Penyakit Jantung Koroner Kronik dalam Jaminan Kesehatan Nasional (JKN)
Ringkasan
Laporan ini menggambarkan bagaimana orang dengan penyakit jantung koroner kronik (PJK kronik) dilayani oleh Jaminan Kesehatan Nasional (JKN), menggunakan Data Sampel BPJS Kesehatan untuk tahun 2017 sampai 2024. Cakupannya meliputi beban penyakit yang terlayani, profil usia dan jenis kelamin, jalur rujukan, keparahan dan lama rawat di rumah sakit, akses tindakan revaskularisasi, fatalitas dan mortalitas, komorbiditas, biaya layanan, serta ekuitas antar wilayah dan segmen kepesertaan.
Semua angka populasi adalah proyeksi nasional tertimbang dari sampel dan menggambarkan populasi yang terlayani JKN, bukan prevalensi penyakit jantung koroner di seluruh penduduk. PJK kronik adalah kondisi jangka panjang yang sebagian besar dikelola di layanan rawat jalan, dan banyak kasus ringan atau terkendali belum tercatat, sehingga angka terlayani merupakan batas bawah dari beban yang sesungguhnya. Infark miokard akut dianalisis terpisah.

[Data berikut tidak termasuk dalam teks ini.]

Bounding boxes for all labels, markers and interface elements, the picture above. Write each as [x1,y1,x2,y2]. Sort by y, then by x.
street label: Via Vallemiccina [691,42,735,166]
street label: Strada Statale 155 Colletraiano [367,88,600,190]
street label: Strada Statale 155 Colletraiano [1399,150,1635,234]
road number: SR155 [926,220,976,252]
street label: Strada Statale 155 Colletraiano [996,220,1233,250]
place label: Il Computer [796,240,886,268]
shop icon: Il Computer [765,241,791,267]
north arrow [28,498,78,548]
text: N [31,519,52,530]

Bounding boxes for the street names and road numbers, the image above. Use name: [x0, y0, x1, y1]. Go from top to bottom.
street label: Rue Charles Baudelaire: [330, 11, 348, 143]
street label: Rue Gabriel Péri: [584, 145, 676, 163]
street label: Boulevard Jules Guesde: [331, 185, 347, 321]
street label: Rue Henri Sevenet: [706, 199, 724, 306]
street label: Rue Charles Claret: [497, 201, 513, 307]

Angka biaya adalah nilai klaim terverifikasi yang dibayarkan, bukan realisasi anggaran resmi.
Pertanyaan yang dijawab laporan ini
- Berapa banyak orang dengan PJK kronik yang dilayani JKN, dan bagaimana bebannya berubah dari tahun ke tahun?
- Seberapa berat kasus yang dirawat di rumah sakit, dan berapa yang meninggal selama perawatan?
- Berapa banyak pasien yang memperoleh tindakan revaskularisasi, dan apakah aksesnya merata?
- Berapa biaya PJK kronik bagi skema, dan seberapa terpusat belanjanya?
Temuan utama
- Pada 2024 sekitar 1.329.867 pasien PJK kronik dilayani JKN (proyeksi nasional tertimbang), dengan total kohort terlayani 2017 sampai 2024 mencapai sekitar 3.674.838 pasien unik.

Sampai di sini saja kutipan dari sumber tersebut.